#### INFORMATION GIVEN

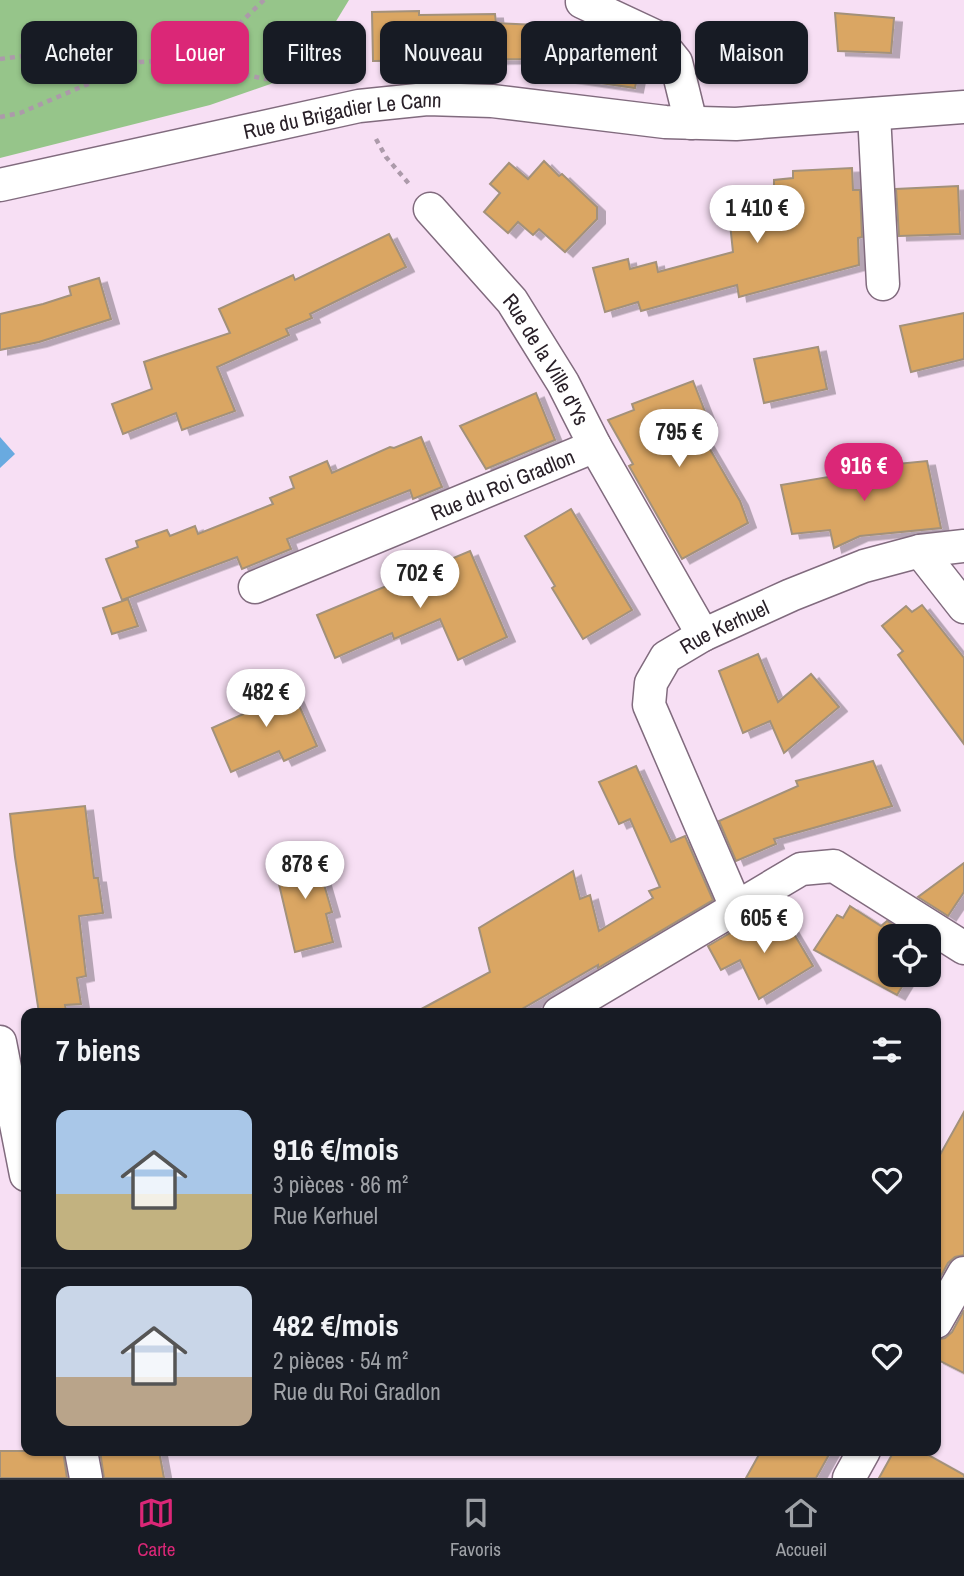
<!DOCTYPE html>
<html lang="fr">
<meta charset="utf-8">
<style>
body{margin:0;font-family:"Archivo Narrow",sans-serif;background:#242831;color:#f1f3f6;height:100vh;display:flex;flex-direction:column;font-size:26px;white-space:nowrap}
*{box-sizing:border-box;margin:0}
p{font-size:23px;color:#9ea1a6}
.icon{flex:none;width:38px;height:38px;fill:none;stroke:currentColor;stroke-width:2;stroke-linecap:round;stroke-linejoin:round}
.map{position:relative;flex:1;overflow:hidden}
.panel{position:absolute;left:21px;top:1008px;width:920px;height:448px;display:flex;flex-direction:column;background:#171b24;border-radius:14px;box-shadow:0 2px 5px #0004}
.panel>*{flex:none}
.hud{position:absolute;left:21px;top:21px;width:922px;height:63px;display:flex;gap:14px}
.tools{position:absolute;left:878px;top:924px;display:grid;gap:14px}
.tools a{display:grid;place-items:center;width:63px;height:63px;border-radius:14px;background:#171b24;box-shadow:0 2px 5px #0004;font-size:35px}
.price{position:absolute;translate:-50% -60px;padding:0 16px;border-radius:24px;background:#fff;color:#222;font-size:23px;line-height:46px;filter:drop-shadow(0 2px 4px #0008)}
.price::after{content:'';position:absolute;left:50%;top:42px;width:21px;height:16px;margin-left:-10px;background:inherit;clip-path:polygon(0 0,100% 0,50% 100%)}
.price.current{background:#db2777;color:#fff}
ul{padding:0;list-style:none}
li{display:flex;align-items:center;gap:21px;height:175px;padding:0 35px}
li+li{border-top:2px solid #363941}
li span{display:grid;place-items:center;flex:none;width:196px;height:140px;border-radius:14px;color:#555}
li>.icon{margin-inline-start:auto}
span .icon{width:84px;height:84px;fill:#fffc;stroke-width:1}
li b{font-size:30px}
h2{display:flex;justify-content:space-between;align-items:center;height:84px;padding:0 35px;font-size:30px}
.tag{padding:0 24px;border-radius:14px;background:#171b24;box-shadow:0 2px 5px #0004;font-size:24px;line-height:63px}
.tag.current{background:#db2777;color:#fff}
.tab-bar{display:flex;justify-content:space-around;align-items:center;height:98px;border-top:2px solid #363941;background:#171b24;font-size:19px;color:#9ea1a6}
.tab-bar a{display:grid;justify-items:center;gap:4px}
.tab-bar .current{color:#db2777}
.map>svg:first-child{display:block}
</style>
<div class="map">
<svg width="964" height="1478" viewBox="0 0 964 1478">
<defs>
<filter id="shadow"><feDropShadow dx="8" dy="4.5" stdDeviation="0" flood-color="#0004"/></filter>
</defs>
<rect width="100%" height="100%" fill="#f7dff4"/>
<polygon fill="#96c58a" points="0,0 349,0 305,72 210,105 0,158"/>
<polygon fill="#69aae0" points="0,437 15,454 0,468"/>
<g fill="#daa663" stroke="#a3917a" stroke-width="2" filter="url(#shadow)">
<polygon points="419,11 419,15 495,14 496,23 537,25 528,59 373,61 372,12"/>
<polygon points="835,13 894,18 891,53 838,51"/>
<polygon points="545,42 641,57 635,88 540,74"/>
<polygon points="544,161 559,176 562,174 597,207 597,219 565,252 539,229 533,235 518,222 508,233 484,212 500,193 490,184 509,163 528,179"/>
<polygon points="852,168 853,190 860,190 862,237 858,238 859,265 739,297 737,285 641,311 638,302 605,312 593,268 628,259 630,269 656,262 658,272 733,252 727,195 774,191 774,180 793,178 793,171"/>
<polygon points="958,186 960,234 899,236 896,189"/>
<polygon points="389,234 406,267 310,314 312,318 286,329 289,335 217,367 235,411 182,430 176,413 123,434 112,404 152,389 144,362 230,333 219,309 293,275 295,280"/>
<polygon points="99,278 111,319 39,342 0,350 0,314 43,304 71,295 69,287"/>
<polygon points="964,313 964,359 911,372 900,326"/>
<polygon points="818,347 827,389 764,403 754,359"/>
<polygon points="693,381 709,422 697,427 740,501 748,523 682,559 629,466 633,464 608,420 634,410 632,404"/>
<polygon points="536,393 555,440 486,469 460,426"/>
<polygon points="421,437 442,487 413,499 410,490 287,539 291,549 242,569 237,557 122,600 106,559 138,547 136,541 167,530 170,536 195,526 198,534 273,504 270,498 294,488 290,477 327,461 332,473 390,447 394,448"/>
<polygon points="927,461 941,528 860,536 834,548 830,530 792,534 781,485 858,472 857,468"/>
<polygon points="571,509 632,610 583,639 552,588 555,586 525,536"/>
<polygon points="470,551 507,637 458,660 440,619 394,639 392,633 335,658 317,615"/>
<polygon points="128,599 138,626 112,634 103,608"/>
<polygon points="922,605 964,658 964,744 898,655 903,651 882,626 906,606 912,612"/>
<polygon points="758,654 778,702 811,674 839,707 784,753 770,721 743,733 719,671"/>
<polygon points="287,678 317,746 284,761 279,751 231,772 212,728 259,707 254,692"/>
<polygon points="873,761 892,806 774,839 776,844 736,861 719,821 798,786 796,781"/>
<polygon points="636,766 671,842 685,836 713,900 598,968 598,965 515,1013 414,1013 490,972 479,928 573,871 580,899 590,895 599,931 653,898 649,891 660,887 630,819 619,824 599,782"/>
<polygon points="85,806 94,878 98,878 103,913 79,916 86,976 77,978 81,1004 65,1005 66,1010 39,1013 15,857 10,814"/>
<polygon points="314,850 332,912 326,914 333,942 295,952 274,863"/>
<polygon points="964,863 964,892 948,916 918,897"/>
<polygon points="850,906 881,926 887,921 911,936 891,936 891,975 909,975 897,995 814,950 837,915 843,918"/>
<polygon points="781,912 813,966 759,999 740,960 721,970 708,946 737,929 741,938"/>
<polygon points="964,1112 964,1255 955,1257 948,1263 936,1285 936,1162"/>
<polygon points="964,1310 964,1373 936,1359 936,1340 945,1338 952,1332"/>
<polygon points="0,1451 63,1451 67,1478 0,1478"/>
<polygon points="100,1451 159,1451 164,1478 104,1478"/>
<polygon points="761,1451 831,1451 816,1478 746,1478"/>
<polygon points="894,1451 921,1451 964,1475 964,1478 879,1478"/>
</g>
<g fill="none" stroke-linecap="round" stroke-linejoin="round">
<defs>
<g id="street">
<polyline points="582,2 655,36 676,62 691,123"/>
<polyline points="874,114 883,284"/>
<path id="s1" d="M0,185l359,-79 68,-7 65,2 173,21 71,2 228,-17"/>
<path id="s2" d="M430,209l82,92 51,82 32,63 108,189"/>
<polyline points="920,551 964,607"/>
<path id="s3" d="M255,587l340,-141"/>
<path id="s4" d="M736,907l-87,-202 2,-22 15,-26 37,-22 88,-40 73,-29 56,-15 44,-5"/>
<polyline points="559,1013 801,869 834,866 964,948"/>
<polyline points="0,1042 26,1175"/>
<polyline points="936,1322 964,1273"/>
<polyline points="81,1451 86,1478"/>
<polyline points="849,1478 864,1451"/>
</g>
</defs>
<use href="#street" stroke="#816b7e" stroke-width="35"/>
<g stroke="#ac9aaa" stroke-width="4.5" stroke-dasharray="5 5" stroke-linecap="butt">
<polyline points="264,0 238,25 180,60 265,79 325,76"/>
<polyline points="0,59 63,51 139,62"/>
<polyline points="0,117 20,113 140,62 180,60"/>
<polyline points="376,139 386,157 410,185"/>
</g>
<use href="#street" stroke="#fff" stroke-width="32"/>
</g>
<g text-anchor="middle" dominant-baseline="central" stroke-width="5" stroke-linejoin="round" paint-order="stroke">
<g font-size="21" fill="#292028" stroke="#fff">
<text stroke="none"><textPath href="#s1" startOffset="350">Rue du Brigadier Le Cann</textPath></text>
<text stroke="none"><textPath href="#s2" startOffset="191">Rue de la Ville d'Ys</textPath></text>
<text stroke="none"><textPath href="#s3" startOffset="268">Rue du Roi Gradlon</textPath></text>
<text stroke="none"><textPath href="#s4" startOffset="338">Rue Kerhuel</textPath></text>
</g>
</g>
</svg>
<div class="tools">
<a><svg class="icon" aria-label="locate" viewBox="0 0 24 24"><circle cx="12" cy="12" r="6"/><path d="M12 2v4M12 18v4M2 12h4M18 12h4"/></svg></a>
</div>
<b class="price" style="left:757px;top:245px">1 410 €</b>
<b class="price" style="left:679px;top:469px">795 €</b>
<b class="price current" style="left:864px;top:503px">916 €</b>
<b class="price" style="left:420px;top:610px">702 €</b>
<b class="price" style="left:266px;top:729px">482 €</b>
<b class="price" style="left:305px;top:901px">878 €</b>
<b class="price" style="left:764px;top:955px">605 €</b>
<div class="hud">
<a class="tag">Acheter</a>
<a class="tag current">Louer</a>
<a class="tag">Filtres</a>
<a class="tag">Nouveau</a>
<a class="tag">Appartement</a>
<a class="tag">Maison</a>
</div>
<section class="panel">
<h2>7 biens<svg class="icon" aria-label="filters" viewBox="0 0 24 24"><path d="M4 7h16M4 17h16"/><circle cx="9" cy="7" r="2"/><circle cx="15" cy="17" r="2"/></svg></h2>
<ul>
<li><span style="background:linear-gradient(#a9c7e8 60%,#c2b280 0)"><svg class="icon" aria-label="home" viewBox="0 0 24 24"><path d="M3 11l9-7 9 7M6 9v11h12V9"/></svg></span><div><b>916 €/mois</b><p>3 pièces · 86 m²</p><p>Rue Kerhuel</p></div><svg class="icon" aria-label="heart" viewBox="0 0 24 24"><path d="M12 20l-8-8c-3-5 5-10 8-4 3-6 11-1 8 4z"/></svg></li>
<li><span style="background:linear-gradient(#c9d6e8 65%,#b9a48a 0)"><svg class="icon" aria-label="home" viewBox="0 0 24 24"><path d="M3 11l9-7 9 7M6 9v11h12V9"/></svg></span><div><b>482 €/mois</b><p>2 pièces · 54 m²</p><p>Rue du Roi Gradlon</p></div><svg class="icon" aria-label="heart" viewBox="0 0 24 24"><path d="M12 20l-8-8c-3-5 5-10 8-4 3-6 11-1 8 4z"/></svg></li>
</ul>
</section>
</div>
<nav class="tab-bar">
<a class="current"><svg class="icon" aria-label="map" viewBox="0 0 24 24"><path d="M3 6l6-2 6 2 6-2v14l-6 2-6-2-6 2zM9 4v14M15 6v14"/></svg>Carte</a>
<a><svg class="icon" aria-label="saved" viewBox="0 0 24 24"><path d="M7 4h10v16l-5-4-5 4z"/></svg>Favoris</a>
<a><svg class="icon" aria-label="home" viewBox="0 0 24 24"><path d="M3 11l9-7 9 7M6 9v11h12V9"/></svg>Accueil</a>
</nav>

########

■ WHAT NEEDS TO BE DONE: On how many lines of the data does the word "tools" appear? Only the number is wanted.

■ RESULT FOR THIS EXERCISE: 3